Edge Memory Usage High alarm might appear due to lots of old nginx worker processes waiting to be shut down.
search cancel

Edge Memory Usage High alarm might appear due to lots of old nginx worker processes waiting to be shut down.

book

Article ID: 371702

calendar_today

Updated On:

Products

VMware NSX

Issue/Introduction

An alarm with "The memory usage on Edge node <UUID> has reached <Current Memory Usage>% which is at or above the high threshold value of 80%." is triggered.

top command or check /var/log/vmware/top-mem.log on the edge node shows lots of nginx processes with "worker process is shutting down" state.

Environment

VMware NSX-T Data Center

Cause

1. In /var/log/vmware/top-mem.log, there might be lots of processes with "nginx: worker process is shutting down" in COMMAND column.

2. Whenever reconfiguration regarding LB happens, a new set of nginx worker processes are launched and old nginx worker processes will continue to handle the old connections.

3. Old nginx worker processes will exit when all the old connections complete but the old nginx worker processes cannot be terminated if the old connections remain alive.
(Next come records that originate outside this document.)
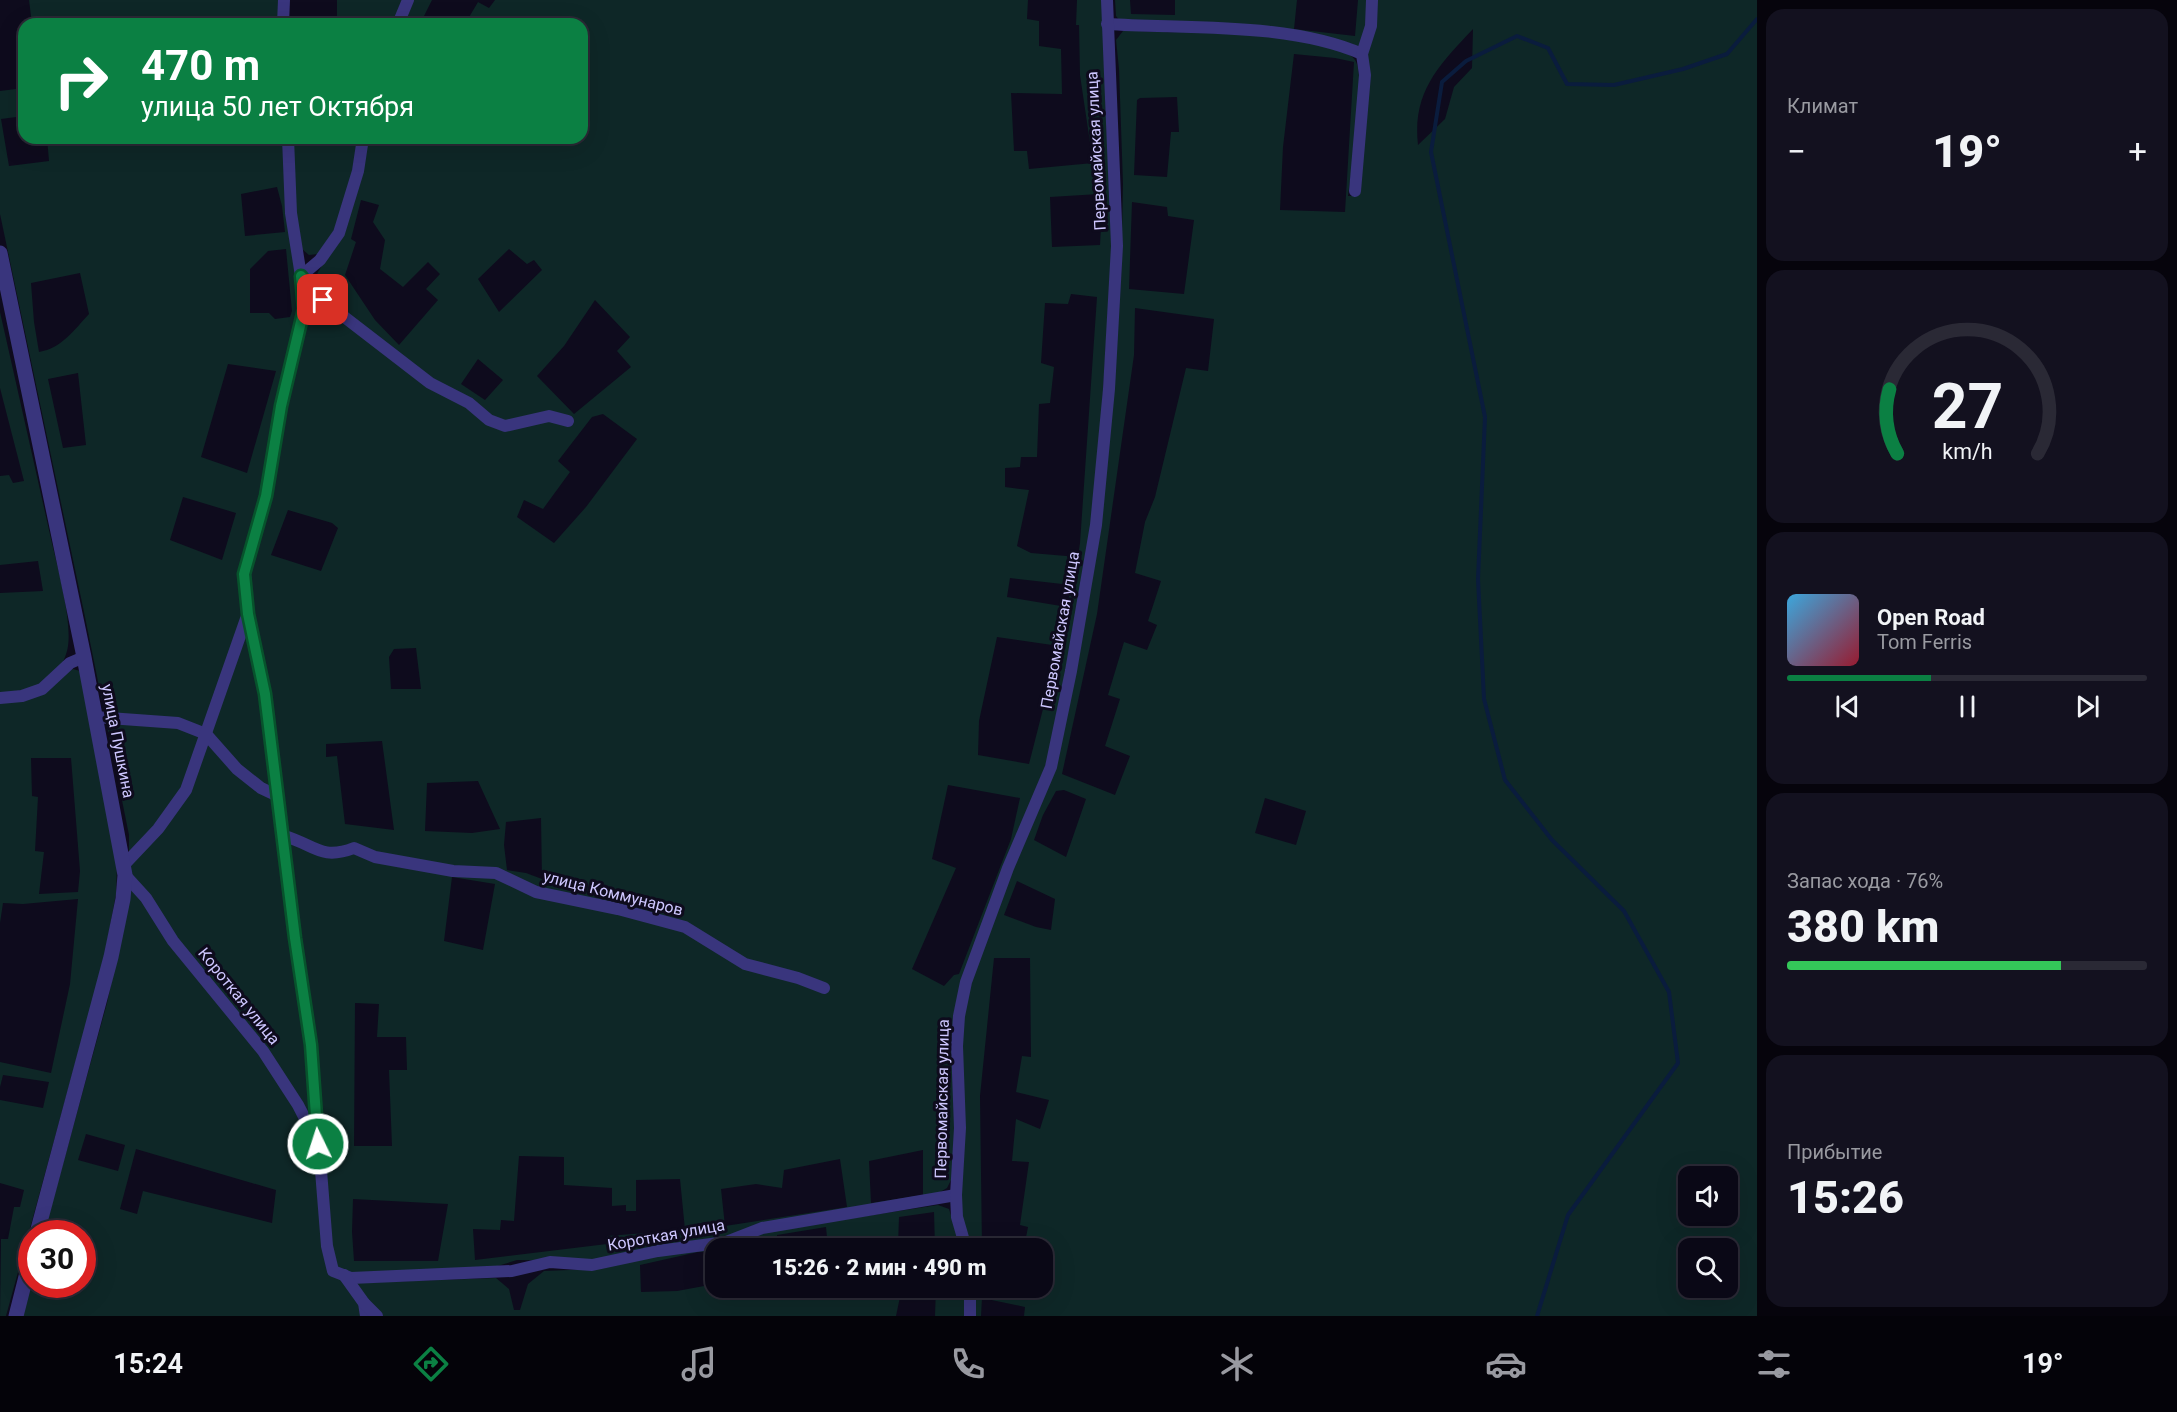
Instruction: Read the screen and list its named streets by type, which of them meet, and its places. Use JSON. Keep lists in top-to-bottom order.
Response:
{
  "streets": {
    "street": [
      "Первомайская улица",
      "улица Пушкина",
      "улица Коммунаров",
      "Короткая улица"
    ]
  },
  "crossings": [
    ["Первомайская улица", "Короткая улица"],
    ["улица Пушкина", "Короткая улица"]
  ],
  "page": {
    "tile": [
      "Климат",
      ["Запас хода · 76%", "380 km"],
      ["Прибытие", "15:26"]
    ],
    "turn": ["470 m", "улица 50 лет Октября"],
    "heat": ["−", "19°", "+"],
    "song": ["Open Road", "Tom Ferris"],
    "limit": "30",
    "trip": "15:26 · 2 мин · 490 m",
    "tabs": ["15:24", "19°"],
    "gauge": ["27", "km/h"]
  }
}
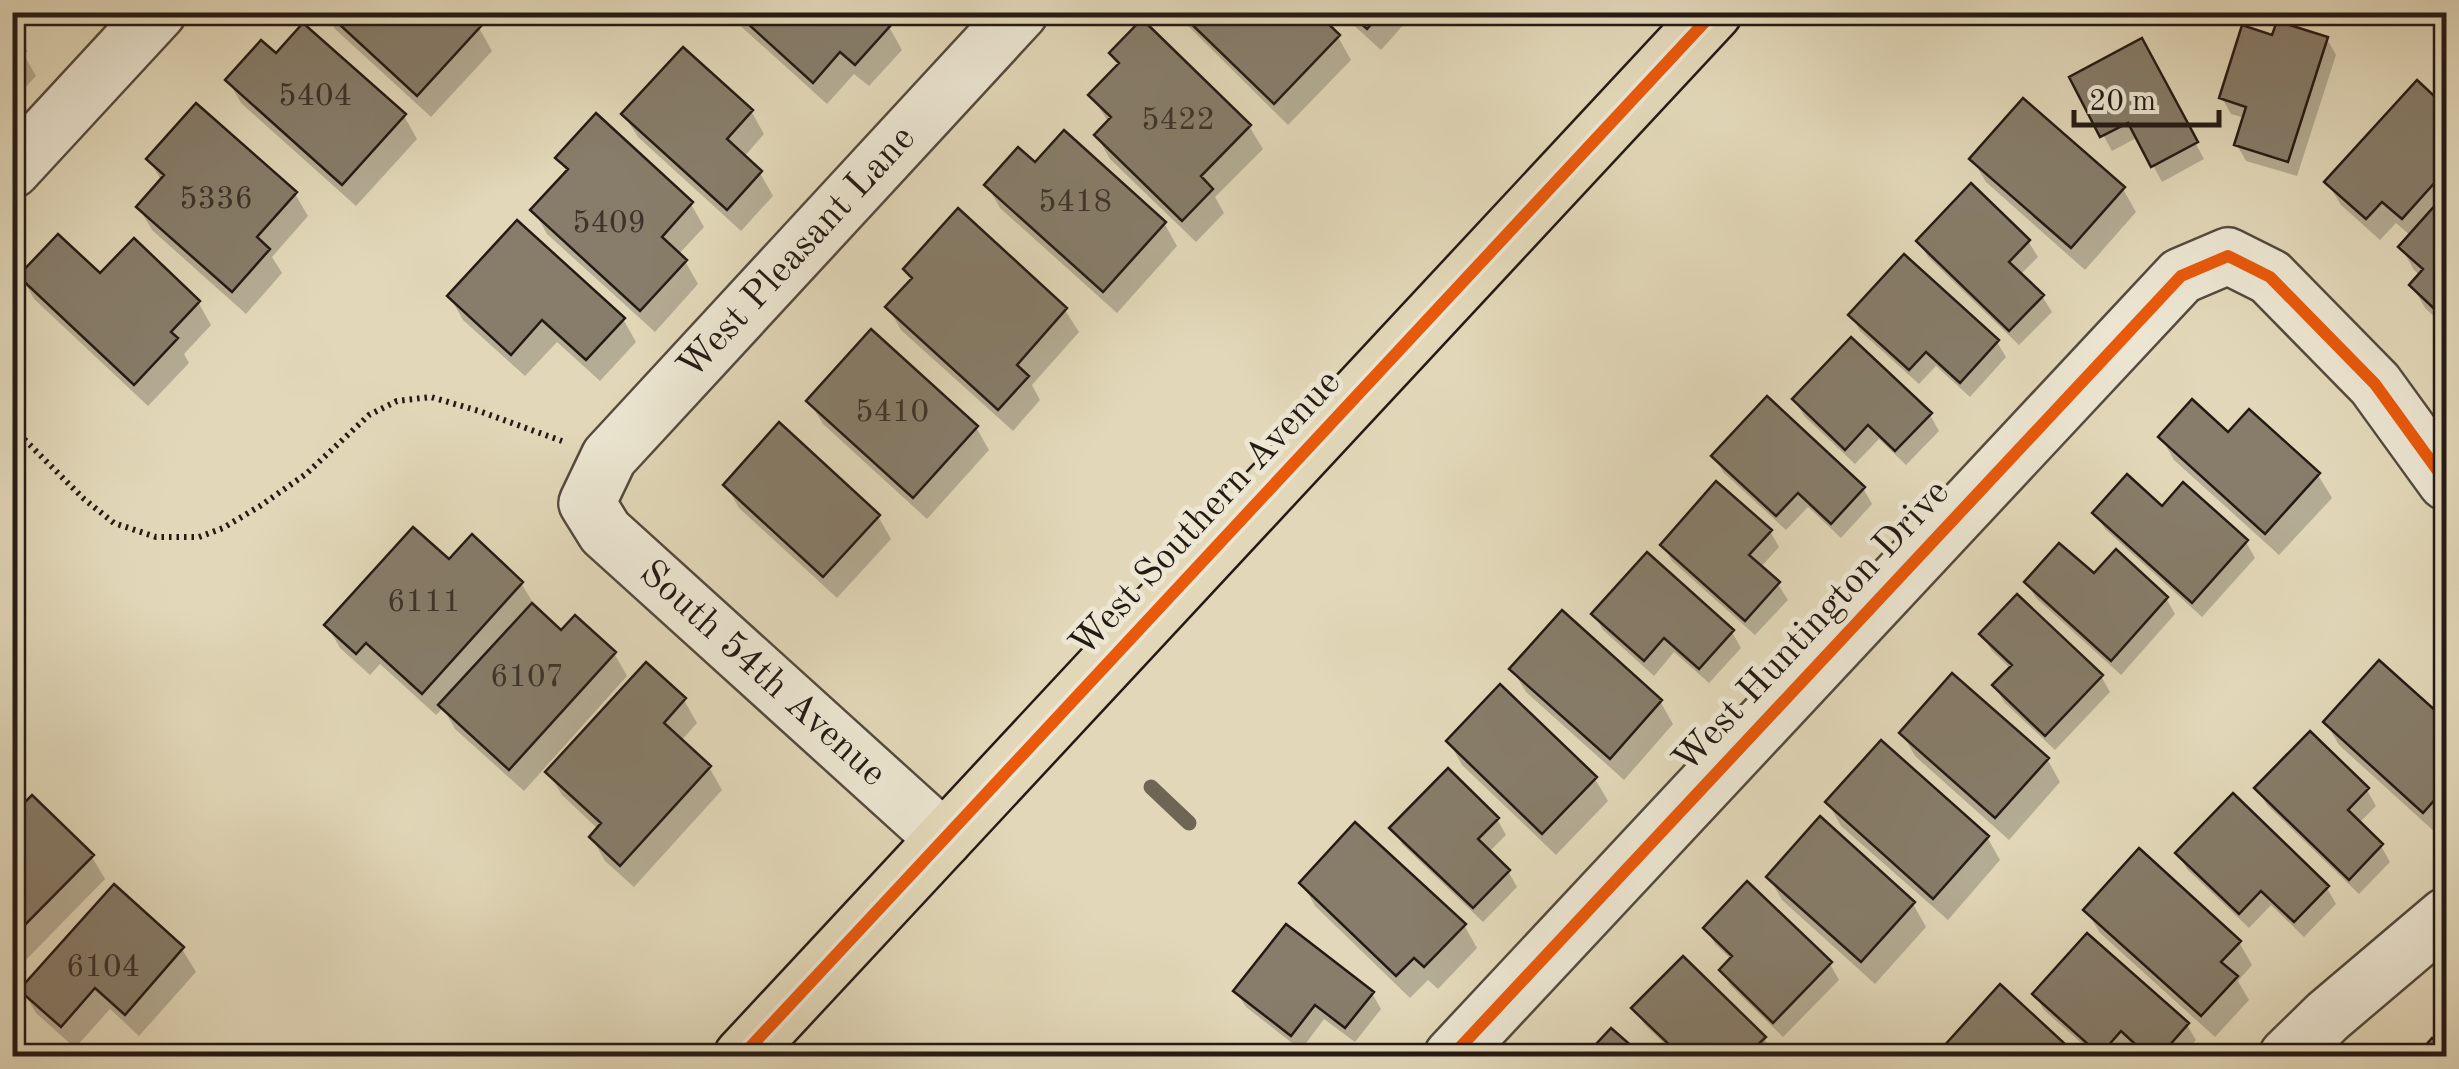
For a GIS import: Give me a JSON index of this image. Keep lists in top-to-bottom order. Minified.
{"streets":{"main road":["West Southern Avenue"],"street":["West Pleasant Lane","West Huntington Drive","South 54th Avenue"]},"crossings":[["West Pleasant Lane","South 54th Avenue"],["West Southern Avenue","South 54th Avenue"]],"house_numbers":["5404","5422","5336","5418","5409","5410","6111","6107","6104"],"scale_bar":"20 m"}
4. The old nginx worker processes consume a portion of resident memory, which can result in high memory usage.

 

If you want to make sure there are still connections in the old nginx worker processes, you can refer to the following method to capture packets towards the LB on an edge node.

# ip netns list

eg. root@edge-node-01:/# ip netns list

<LOGICAL_ROUTER_ID> (id: 2)

<LOGICAL_ROUTER_ID> (id: 8)

underlay (id: 6)

plr_sr (id: 1)

<LOGICAL_ROUTER_ID> (id: 0)

 

# ip netns exec <LOGICAL_ROUTER_ID> netstat -tan -p

You can get <LOGICAL_ROUTER_ID> based on the output of "get logical-routers" and you can specify <Logical_Router_ID> where you want to refer to.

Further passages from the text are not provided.